S’è fermato, e vogliamo immaginare che in quel momento gli sia scorsa davanti l’intera vita. Che abbia ripensato a Chuck, Irene, Kim, i suoi genitori. A chiunque gli abbia dato fiducia e a chi non si sia mai fidato di lui, dentro e fuori da Better Call Saul. Vogliamo immaginare che per un attimo abbia pensato alla vita che non ha vissuto, agli infiniti what if e alle sterminate sliding doors in cui ha preso sempre e solo la direzione sbagliata, anche per colpa di Chuck e di un universo che s’è fatto lupo contro il lupo. Esiliato dal sistema, estirpato come un’erba cattiva, condannato ancor prima di aver sbagliato. Vogliamo immaginare che abbia pensato a che vita avrebbe vissuto e a quanto sarebbe stato vicino alla versione più onesta di sé, in qualche modo. Chissà chi sarebbe diventato, se il mondo si fosse fidato di un uomo inaffidabile. E se lui si fosse fidato di un mondo inaffidabile. Non lo sapremo mai, ma sarebbe stato giusto provarci.

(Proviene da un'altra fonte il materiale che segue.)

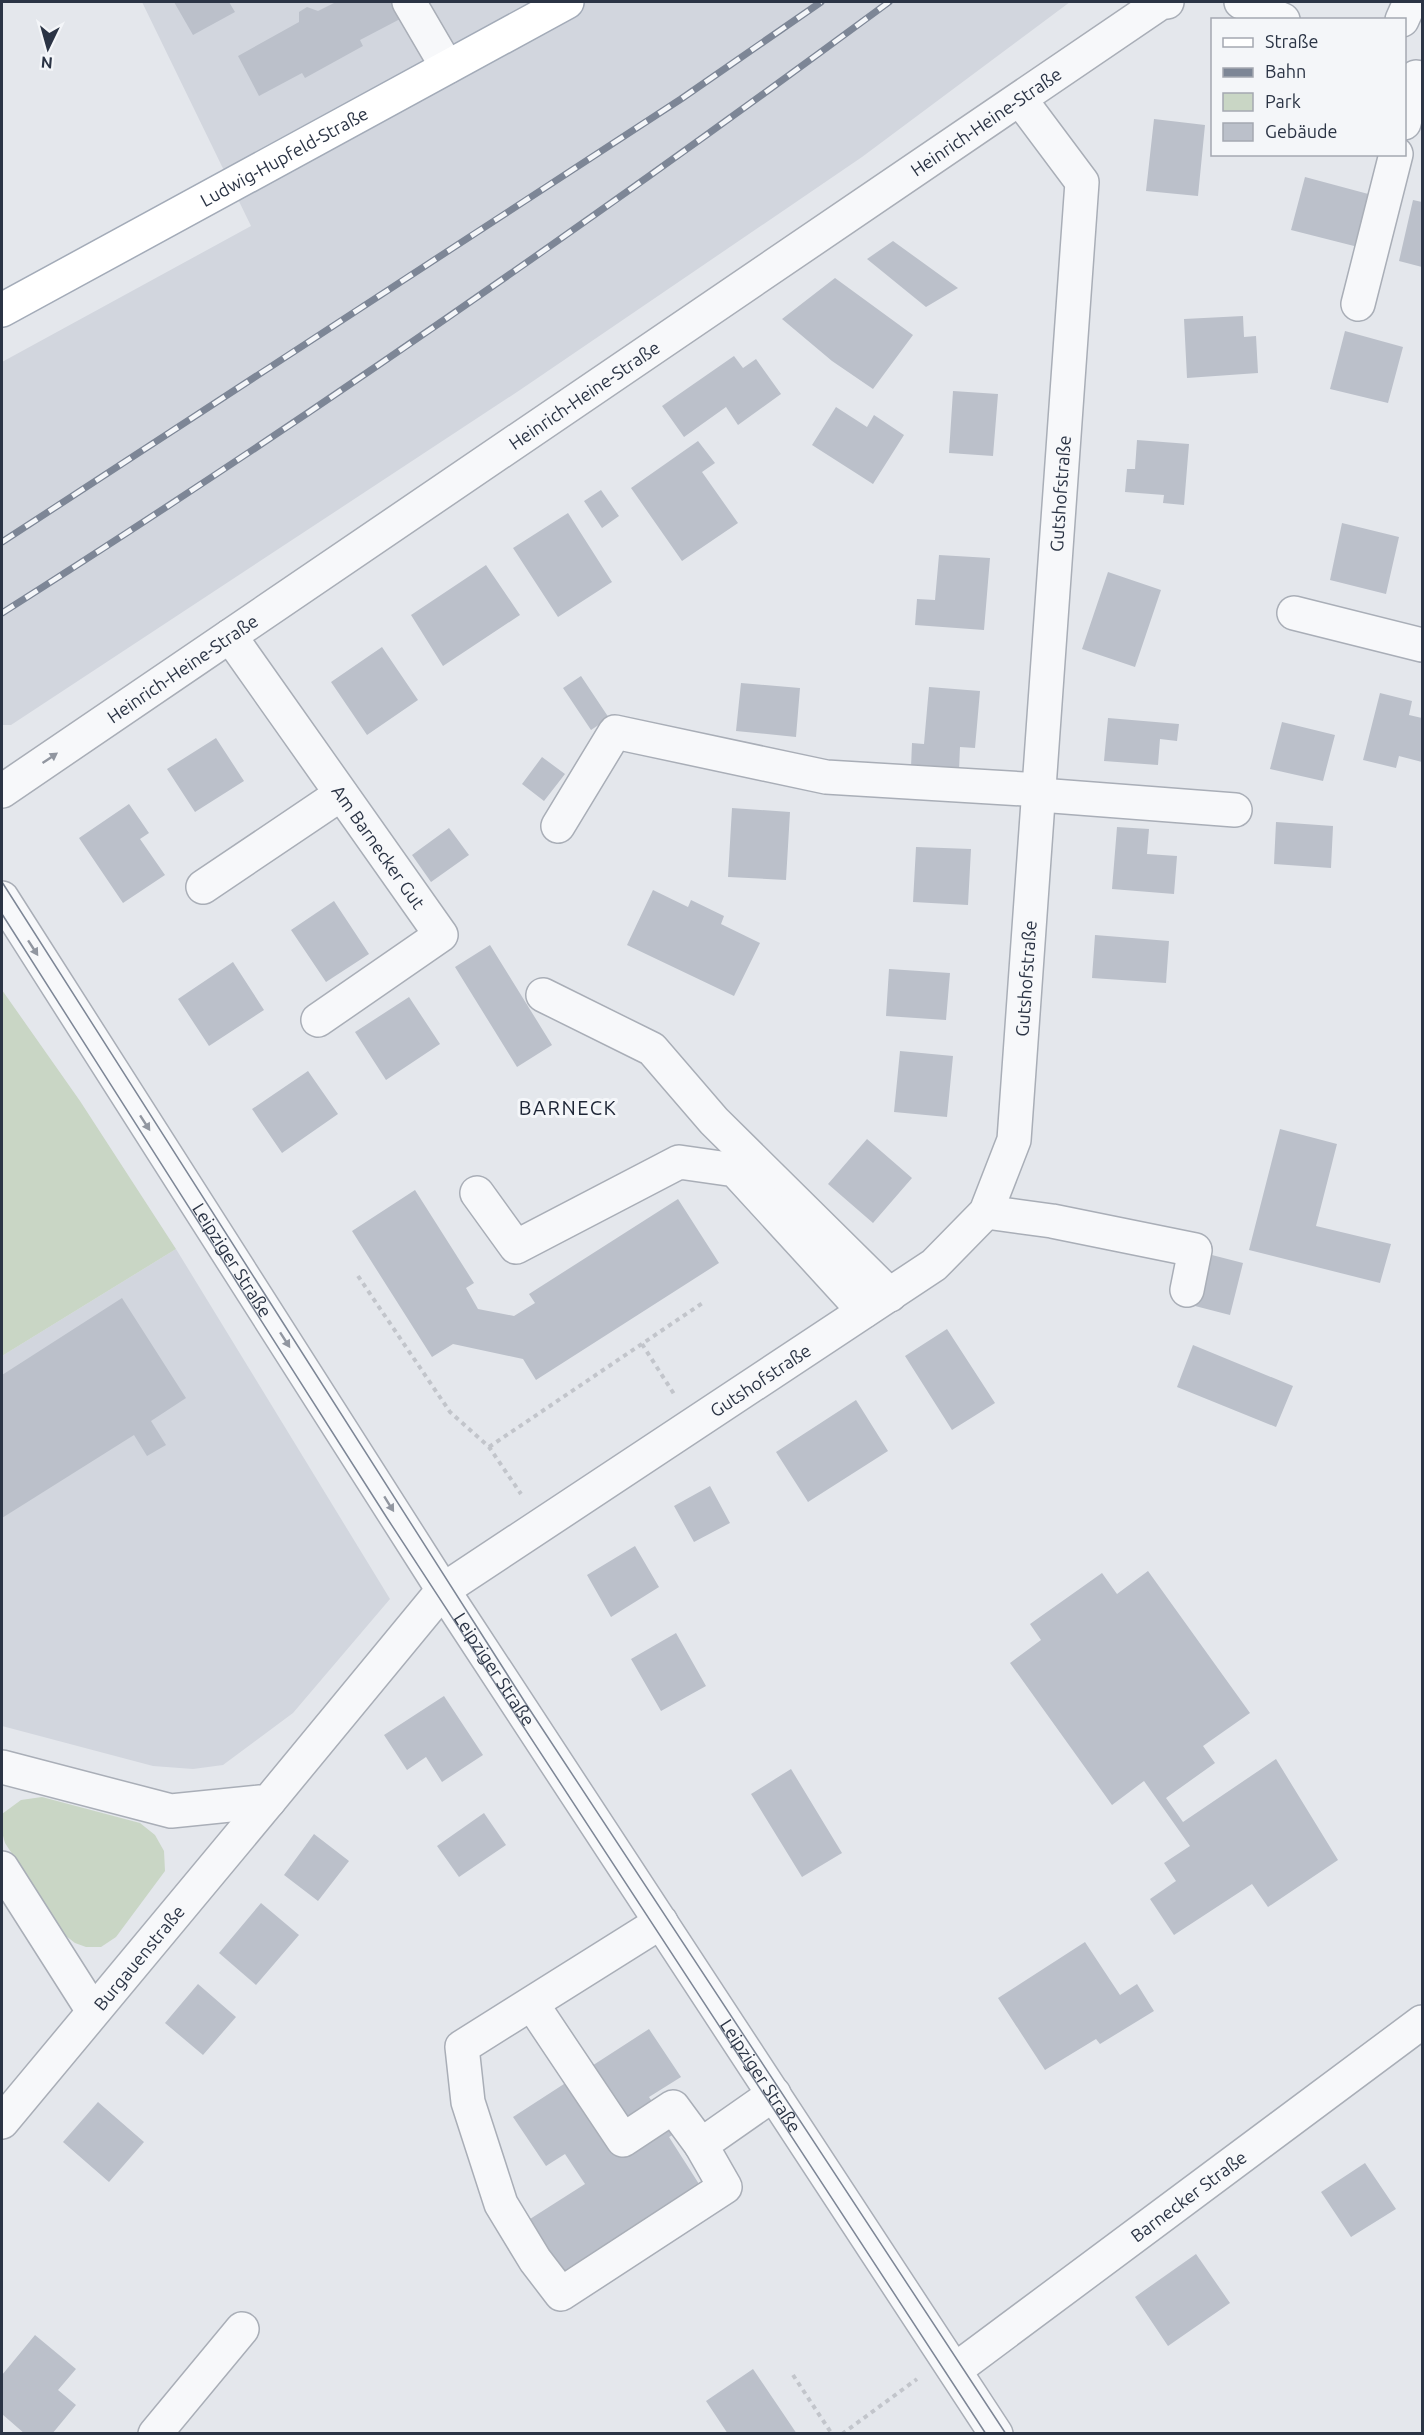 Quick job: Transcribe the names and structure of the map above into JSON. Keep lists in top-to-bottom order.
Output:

Vogliamo immaginare che forse Saul Goodman non sarebbe mai nato e Gene Takovic non sarebbe stato altro che un terribile incubo a occhi chiusi. Perché Breaking Bad e Better Call Saul non raccontano le storie di destini ineluttabili, ma di scelte e bivi affrontati consciamente nei momenti topici della vita. Responsabilità individuali, alimentate da contingenze esterne. Oppure sarebbe andata comunque così, in un altro modo. Chissà come, chissà dove. Ma quel che è certo è che Gene, il mostro, sia il figlio di una totale mancanza di fiducia nei suoi confronti. Meritata o meno che fosse, in ogni momento della sua vita. E che un uomo nuovo, chissà chi, sia nato dalle poche parole di Marion. A un passo dalla morte, mentre noi, a nostra volta, non ci sentiamo tanto bene. Noi che nonostante tutto ci fidavamo di lui, ma non abbiamo mai avuto la possibilità di farglielo capire. E di comprendere cosa avrebbe significato.